Instructions for the task: A complete answer includes every line below with the word "height".

Data records:
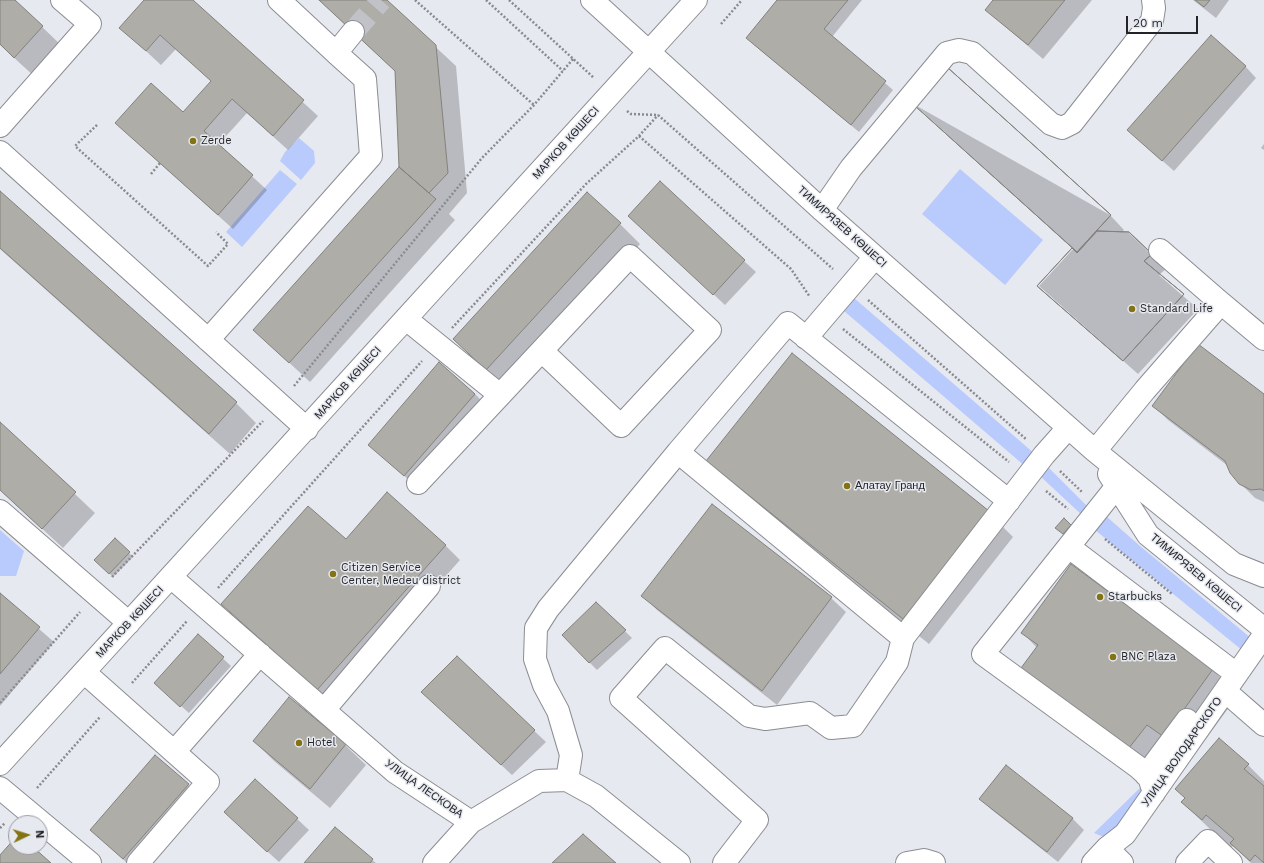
<!DOCTYPE html>
<meta charset="utf-8">
<style>
body{margin:0}
#map{position:relative;width:1264px;height:863px;overflow:hidden;background:#e7e9f0;font-family:"Work Sans",sans-serif}
canvas{display:block}
.north{position:absolute;left:8px;top:815px;width:40px;height:40px;box-sizing:border-box;background:#e7e9f0;border:1px solid #999aa0;border-radius:50%;rotate:86deg;font-size:11px;font-weight:700;line-height:16px;text-align:center;color:#232427}
.north::after{content:'';display:block;margin:auto;width:14px;height:18px;background:#837314;clip-path:polygon(50% 0,100% 100%,50% 72%,0 100%)}
.scale{position:absolute;left:1126px;top:16px;width:72px;height:18px;box-sizing:border-box;border:2px solid #232427;border-top:0;padding-left:5px;font-size:12px;line-height:14px;white-space:nowrap;color:#232427;-webkit-text-stroke:3px #e7e9f0;paint-order:stroke}
</style>
<div id="map">
<canvas width="1264" height="863"></canvas>
<div class="north">N</div>
<div class="scale">20 m</div>
</div>
<script>
const context = document.querySelector('canvas').getContext('2d');
context.lineJoin = 'round';
function fill(path, color) { context.fillStyle = color; context.fill(path, 'evenodd'); }
const shape = rows => new Path2D(rows.map(r => 'M' + r).join(''));
function stroke(path, color, width, dash) { context.strokeStyle = color; context.lineWidth = width; context.lineCap = dash ? 'butt' : 'round'; context.setLineDash(dash || []); context.stroke(path); }
function drawText(font, color, halo, rows, align = 'center') {
  context.font = font + ' "Work Sans",sans-serif'; context.lineWidth = 3; context.setLineDash([]); context.textBaseline = 'middle'; context.strokeStyle = halo; context.fillStyle = color; for (const [text, x, y, turn = 0] of rows) {
    context.save(); context.translate(x, y); context.rotate((+turn || 0) * Math.PI / 180); context.textAlign = isNaN(turn) ? turn : align; if (halo) context.strokeText(text, 0, 0); context.fillText(text, 0, 0); context.restore();
  }
}
fill(shape([
 [299,138,314,151,315,163,301,180,280,161,285,152],
 [960,169,1043,240,1005,285,922,214],
 [280,170,297,184,242,247,226,232],
 [854,298,1035,454,1026,467,844,311],
 [1048,467,1090,509,1083,516,1040,476],
 [1106,516,1140,546,1252,639,1243,651,1095,530],
 [0,530,24,551,16,576,0,576],
 [1146,782,1149,792,1111,840,1094,833]
]), '#b9cbfc');
fill(shape([
 [0,0,14,0,63,47,35,77,0,45],
 [145,0,191,0,318,116,288,150,247,113,218,145,267,190,233,229,131,137,183,114,212,81,176,49,161,65,121,28],
 [319,0,385,0,456,66,467,193,449,214,455,220,310,382,254,330,400,167,396,72],
 [778,0,862,0,832,37,893,90,859,132,754,45],
 [994,0,1092,0,1043,59,986,10],
 [1193,0,1229,0,1216,18],
 [1245,66,1256,78,1174,171,1140,141],
 [915,105,1110,215,1124,230,1122,232,1129,233,1166,269,1159,275,1198,309,1138,374,1039,286,1073,249],
 [1264,144,1264,150,1261,148],
 [0,192,236,403,256,423,230,454,0,249],
 [620,224,640,244,507,389,454,339],
 [641,227,744,261,756,272,725,305],
 [475,394,486,405,416,486,381,456],
 [1264,395,1264,502,1255,498,1240,483,1228,466,1168,420,1153,405],
 [0,423,95,513,63,548,0,490],
 [707,461,988,512,1013,537,929,644,732,486],
 [712,506,831,598,846,612,777,705,657,610,643,596],
 [1064,519,1074,529,1067,537,1060,531],
 [115,539,133,557,113,577,95,560],
 [346,541,445,545,460,560,332,704,222,604],
 [0,595,54,642,0,706],
 [596,603,632,638,597,670,589,662],
 [1022,632,1213,670,1238,695,1189,762,1172,749,1155,773,1048,693,1022,668,1037,648],
 [198,635,231,666,189,713,163,690],
 [457,658,546,742,512,775,422,692],
 [289,699,345,745,366,765,330,808,274,761,254,741],
 [1248,765,1264,781,1264,863,1251,863,1233,846,1231,848,1211,830,1182,802],
 [1006,766,1073,819,1084,830,1058,862,992,810,980,799],
 [255,780,309,830,279,862,237,824],
 [188,785,199,796,141,863,127,863,91,830],
 [372,860,376,863,306,863]
]), '#0003');
const building = shape([
 [0,0,15,0,43,26,14,58,0,44,0,0],
 [144,0,193,0,304,100,273,136,232,99,204,131,253,175,218,215,115,123,151,83,183,112,211,81,160,35,146,51,119,28,144,0],
 [319,0,387,0,436,45,448,173,429,193,399,167,395,71,319,0],
 [777,0,848,0,824,29,886,81,851,125,746,38,777,0],
 [993,0,1065,0,1028,45,985,10,993,0],
 [1195,0,1210,0,1204,7,1195,0],
 [1211,35,1246,66,1162,161,1127,130,1211,35],
 [947,67,1111,215,1077,252,914,105,947,67],
 [947,67,1111,215,1077,252,914,105,947,67],
 [399,167,436,199,289,363,253,330,399,167],
 [660,181,745,260,713,295,628,216,660,181],
 [0,191,237,402,209,434,0,248,0,191],
 [587,192,621,223,486,370,453,339,587,192],
 [1097,231,1129,232,1152,254,1144,261,1184,294,1123,361,1037,286,1072,248,1077,253,1097,231],
 [1097,231,1129,232,1152,254,1144,261,1184,294,1123,361,1037,286,1072,248,1077,253,1097,231],
 [1198,344,1264,394,1264,491,1261,489,1251,490,1239,484,1230,473,1225,461,1152,406,1198,344],
 [792,353,989,511,903,619,706,461,792,353],
 [439,362,475,394,404,476,368,445,439,362],
 [0,422,76,492,42,529,0,490,0,422],
 [387,492,446,545,317,690,221,604,308,506,346,539,387,492],
 [712,504,832,597,762,691,641,596,712,504],
 [1064,518,1071,525,1063,534,1055,528,1064,518],
 [115,538,130,552,109,574,94,560,115,538],
 [1071,564,1213,669,1164,737,1147,725,1129,748,1021,668,1038,645,1021,633,1071,564],
 [0,593,40,627,0,674,0,593],
 [596,602,626,630,589,663,562,635,596,602],
 [198,634,224,657,180,707,154,683,198,634],
 [457,656,535,730,501,765,421,692,457,656],
 [289,697,346,744,310,789,253,741,289,697],
 [1219,738,1249,764,1244,769,1264,786,1264,863,1255,855,1250,861,1230,843,1234,839,1206,815,1202,820,1181,802,1185,798,1175,789,1219,738],
 [155,755,189,784,123,859,90,830,155,755],
 [1006,765,1073,818,1047,852,979,799,1006,765],
 [255,779,298,818,267,852,224,812,255,779],
 [335,827,373,859,370,863,304,863,335,827],
 [583,834,616,863,552,863,583,834],
 [16,837,16,847,33,847,51,863,0,863,0,855,16,837]
]);
fill(building, '#aeada7');
stroke(building, '#82817b', 1);
stroke(shape([
 [353,32,381,0]
]), '#c0c2c8', 22, [22, 11]);
const minor = shape([
 [279,0,336,53,353,32],
 [592,0,822,210,1095,451,1234,564,1264,576],
 [0,126,90,24,62,0],
 [0,152,307,429],
 [822,210,851,168,947,53,959,50,972,53,1051,124,1062,128,1072,123,1152,21,1154,8,1153,0],
 [1160,250,1221,303],
 [406,319,500,395],
 [806,338,875,257],
 [208,340,371,156,365,79,336,53],
 [1095,451,1145,390,1221,303,1264,339],
 [678,452,788,323,1009,501],
 [1109,474,1148,535,1264,629],
 [418,483,630,256,710,330,621,426,542,351],
 [1117,486,983,654,1138,767,1149,777,1154,793],
 [0,511,129,623],
 [1069,547,1227,667],
 [171,577,395,772,471,822],
 [84,672,208,782,138,863],
 [1225,691,1264,725],
 [324,710,429,586],
 [174,752,260,654],
 [0,764,696,0],
 [1146,775,1187,720],
 [567,780,571,755,558,711,544,685,535,659,536,628,548,609,678,452,903,638,1044,455,1068,428],
 [0,788,90,863],
 [1107,848,1122,863],
 [434,863,471,822,539,781,567,780,596,796,679,863],
 [724,863,757,820,621,698,665,648,749,716,765,719,810,713,831,728,853,726,897,662,903,638],
 [907,863,924,860,934,863],
 [1093,863,1107,848,1125,834,1264,635],
 [1187,863,1208,841,1231,863]
]);
stroke(minor, '#8b8d93', 24);
stroke(shape([
 [415,0,534,105],
 [486,0,563,71],
 [509,0,594,78],
 [721,24,742,0],
 [627,111,631,114,658,115],
 [658,115,833,269],
 [97,125,75,146,208,266,228,244,216,232],
 [639,136,791,269,810,297],
 [151,174,160,163],
 [868,300,1027,440],
 [452,328,586,184,639,136,658,115],
 [843,329,1009,462],
 [294,386,482,158,534,105,573,59],
 [1060,471,1082,492],
 [1046,491,1068,509],
 [1105,539,1172,594],
 [112,577,263,421],
 [218,588,422,361],
 [132,683,187,621],
 [0,703,80,612],
 [37,788,100,717],
 [0,828,5,823]
]), '#888a8f', 2.5, [2, 2]);
stroke(minor, '#fff', 22);
for (const [x, y, r, color] of [
 [193,141,4,"#837314"],
 [1132,309,4,"#837314"],
 [847,486,4,"#837314"],
 [333,574,4,"#837314"],
 [1100,597,4,"#837314"],
 [1113,657,4,"#837314"],
 [299,743,4,"#837314"]
]) { const dot = new Path2D(); dot.arc(x, y, r, 0, 2 * Math.PI); context.fillStyle = color; context.fill(dot); stroke(dot, '#e7e9f0', 1.5); }
drawText('11px', '#232427', '#e7e9f0', [
 ["Zerde",201,141],
 ["Standard Life",1140,309],
 ["Алатау Гранд",855,486],
 ["Citizen Service",341,568],
 ["Center, Medeu district",341,581],
 ["Starbucks",1108,597],
 ["BNC Plaza",1121,657],
 ["Hotel",307,743]
], 'left');
drawText('11px', '#232427', '#e7e9f0', [
 ["МАРКОВ КӨШЕСІ",566,143,-48],
 ["ТИМИРЯЗЕВ КӨШЕСІ",842,227,42],
 ["МАРКОВ КӨШЕСІ",348,383,-48],
 ["ТИМИРЯЗЕВ КӨШЕСІ",1196,573,40],
 ["МАРКОВ КӨШЕСІ",130,622,-47],
 ["УЛИЦА ВОЛОДАРСКОГО",1182,752,-55],
 ["УЛИЦА ЛЕСКОВА",424,789,35]
]);
</script>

Reply to the task:
#map{position:relative;width:1264px;height:863px;overflow:hidden;background:#e7e9f0;font-family:"Work Sans",sans-serif}
.north{position:absolute;left:8px;top:815px;width:40px;height:40px;box-sizing:border-box;background:#e7e9f0;border:1px solid #999aa0;border-radius:50%;rotate:86deg;font-size:11px;font-weight:700;line-height:16px;text-align:center;color:#232427}
.north::after{content:'';display:block;margin:auto;width:14px;height:18px;background:#837314;clip-path:polygon(50% 0,100% 100%,50% 72%,0 100%)}
.scale{position:absolute;left:1126px;top:16px;width:72px;height:18px;box-sizing:border-box;border:2px solid #232427;border-top:0;padding-left:5px;font-size:12px;line-height:14px;white-space:nowrap;color:#232427;-webkit-text-stroke:3px #e7e9f0;paint-order:stroke}
<canvas width="1264" height="863"></canvas>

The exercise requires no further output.